В дверях безучастно покачивались ситцевые занавески.
Любка не откликалась. Дед отодвинул от края пустую Любкину чашку: вот-вот полетит на пол…
Мать молча начала убирать посуду. В глазах её стыла тоска. «Сказано: дети малые — и горе малое…» — прочёл в них старик и, закряхтев, ушёл на лежанку. В хате замерла нехорошая тишина.
«В кого девка уродилась-то, не понять…» — думал дед, просунув под голову на подушке сухой, мосластый кулак, и тяжело вздохнул. Чай разморил его.
В самом деле — в кого?
Ни он сам, ни Илюха особой гордости перед людьми будто бы не выказывали — не до того было. Жизнь обкатывала их, как Печора обкатывает угловатые дикари-камни в круглые голыши…
Тихая дрёма обняла старика, стало хорошо, покойно. И он увидел себя двадцатилетним парнем, одного в лесу. Самого непутёвого и самого добычливого охотника в деревне.
Чуть кривоногий, раздавшийся в плечах, в охотничьем лазе — кожаной безрукавке с заплечным мешком — и мягких оленьих тобаках с расшитыми красной вязью голенищами, шагает он берегом таёжного ручья, где-то за двести вёрст от жилья. У пояса болтается нож в чехле, деревянная пороховая мерка и зашитый в кожу самодельный компас. За плечом ружьё, на душе тихо и покойно, как после чая.
Что было потом? Трудно вспомнить… Как во сне, мельтешит перед глазами лохматое чернолесье, подраненная волчица бросается на охотника, он подминает её коленом и в два удара кривым ножом перехватывает упругий ворсистый загривок… Приносит в деревню редкую добычу — чернобурку, напивается до одури и хочет побороть мрачного верзилу — русского зимогора Прошку, что ходит каждую зиму на Мотовилиху, в Пермь. Прошка выбил из него храбрость в один мах. А потом из-за бесхлебья пришлось наняться в проводники к русским инженерам с Ухты…
Как-то, получив расчёт, шагал Яков лесной дорогой к печорской пристани, помышляя о доме, и будто за корягу зацепился в этих местах на всю жизнь.
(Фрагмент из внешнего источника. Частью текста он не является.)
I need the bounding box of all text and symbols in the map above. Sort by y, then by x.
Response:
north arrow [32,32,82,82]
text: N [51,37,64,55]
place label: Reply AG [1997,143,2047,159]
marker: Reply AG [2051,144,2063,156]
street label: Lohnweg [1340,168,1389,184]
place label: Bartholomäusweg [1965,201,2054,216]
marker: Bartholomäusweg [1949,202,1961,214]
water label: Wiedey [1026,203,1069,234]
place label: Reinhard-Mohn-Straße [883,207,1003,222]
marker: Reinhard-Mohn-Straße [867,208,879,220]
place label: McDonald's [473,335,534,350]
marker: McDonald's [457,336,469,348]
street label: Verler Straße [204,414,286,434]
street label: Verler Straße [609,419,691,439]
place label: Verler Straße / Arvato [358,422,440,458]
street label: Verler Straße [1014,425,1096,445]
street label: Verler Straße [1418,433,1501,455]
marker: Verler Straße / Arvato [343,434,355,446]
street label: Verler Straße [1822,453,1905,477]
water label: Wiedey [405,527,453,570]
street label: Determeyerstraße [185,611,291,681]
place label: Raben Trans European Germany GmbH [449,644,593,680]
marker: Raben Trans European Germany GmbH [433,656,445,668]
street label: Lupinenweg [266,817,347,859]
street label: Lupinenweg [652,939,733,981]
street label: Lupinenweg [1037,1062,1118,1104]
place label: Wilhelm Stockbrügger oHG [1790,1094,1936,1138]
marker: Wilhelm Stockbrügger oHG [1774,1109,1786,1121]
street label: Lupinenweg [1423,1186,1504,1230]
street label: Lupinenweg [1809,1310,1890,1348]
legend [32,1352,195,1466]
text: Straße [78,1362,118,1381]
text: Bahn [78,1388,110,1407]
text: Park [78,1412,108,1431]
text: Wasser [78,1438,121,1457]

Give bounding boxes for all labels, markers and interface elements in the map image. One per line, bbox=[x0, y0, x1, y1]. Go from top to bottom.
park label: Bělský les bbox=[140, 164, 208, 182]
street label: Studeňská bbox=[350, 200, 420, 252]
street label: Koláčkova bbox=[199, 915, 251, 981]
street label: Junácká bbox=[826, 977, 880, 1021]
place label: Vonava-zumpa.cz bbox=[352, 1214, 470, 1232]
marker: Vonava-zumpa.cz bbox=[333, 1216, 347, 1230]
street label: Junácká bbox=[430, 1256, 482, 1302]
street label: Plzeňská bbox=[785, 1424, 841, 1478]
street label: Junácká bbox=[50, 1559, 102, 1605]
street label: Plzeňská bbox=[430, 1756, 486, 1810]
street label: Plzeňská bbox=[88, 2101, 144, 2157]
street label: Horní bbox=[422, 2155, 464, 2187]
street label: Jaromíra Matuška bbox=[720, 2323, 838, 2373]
Места были глухие, не в пример вычегодским, куда уже проникла оголтелая новь с её лесорубной каторгой и обманом. В первобытной гуще леса здесь ещё водился в изобилии зверь, его можно было брать поблизости от жилья…
Из кустов вынырнула низкорослая, гривастая лошадка в нарядной сбруе, а на ней, свободно откинувшись назад, сидела верхом белолицая красивая девушка лет восемнадцати. А впрочем, кто разберёт, сколько ей было лет! Яков успел лишь заметить длинные косы да смеющийся рот и торопливо уступил дорогу.
— Мун, мун! — крикнула она, поторапливая лошадку, и поскакала вперёд. Яков видел её спину, туго обтянутую стареньким сарафаном, с высоким перехватом пояса, смуглую шею и эти пышные, светлые, не туго заплетённые косы. Но и этого было достаточно, чтобы ускорить шаги и вдруг, совсем не ко времени, испугаться собственного одиночества в незнакомых местах, чтобы почувствовать странную тревогу в душе оттого, что эта девушка может так же неожиданно исчезнуть из его жизни, как повстречалась здесь, на лесной дороге.
— Эй, погоди-ка! Постой, красивая! — ещё сильнее испугавшись тайги и собственного одинокого голоса, крикнул Яков. Лес почему-то сдвинулся с обеих сторон ближе к нему, а в ушах загудела неясная, пронизавшая душу песня лесных вершин.
Девушка натянула поводья.
— Далеко ли до деревни? — не очень смело спросил он.
Яков думал, что она испугается, закроется рукавом от чужого глаза, но этого не случилось. Только повернула небольшую русую голову, а в уголках её губ проскользнул огонёк тайной усмешки.
— А ты откуда? — спросила она. И косматая лошадка почему-то стала поперёк дороги, нетерпеливо перебирая копытами.
— С Эжвы. Инженера провожал… — неопределённо махнул он на юг.
— Бродяжка?
Это слово она сказала по-русски. И недаром: ни у вычегодцев, ни здесь, на Печоре, не было в родном языке этого обидного слова.
— Нет. Я на одно лето, — сухо и обиженно возразил
Яков. — Зимой снова лесовать буду.
— Ой ли?
Она засмеялась, обнажив ряд крупных белых зубов, и вдруг оборвала смех, насторожённо глянула поверх его головы на вершину дальней сосны.
— Ой ли?… — повторила она одними губами, позабыв в охотничьем азарте обо всём на свете.
Яков увидел. В зелёном кружеве хвои мелькнула пёстрая шубка бурундука. Надо было немедленно доказать свою сноровку, чего, как видно, добивалась и девушка. Но он лишь пошевелил за плечом длинное отцовское ружьё, перехватил и сломал её пытающий взгляд.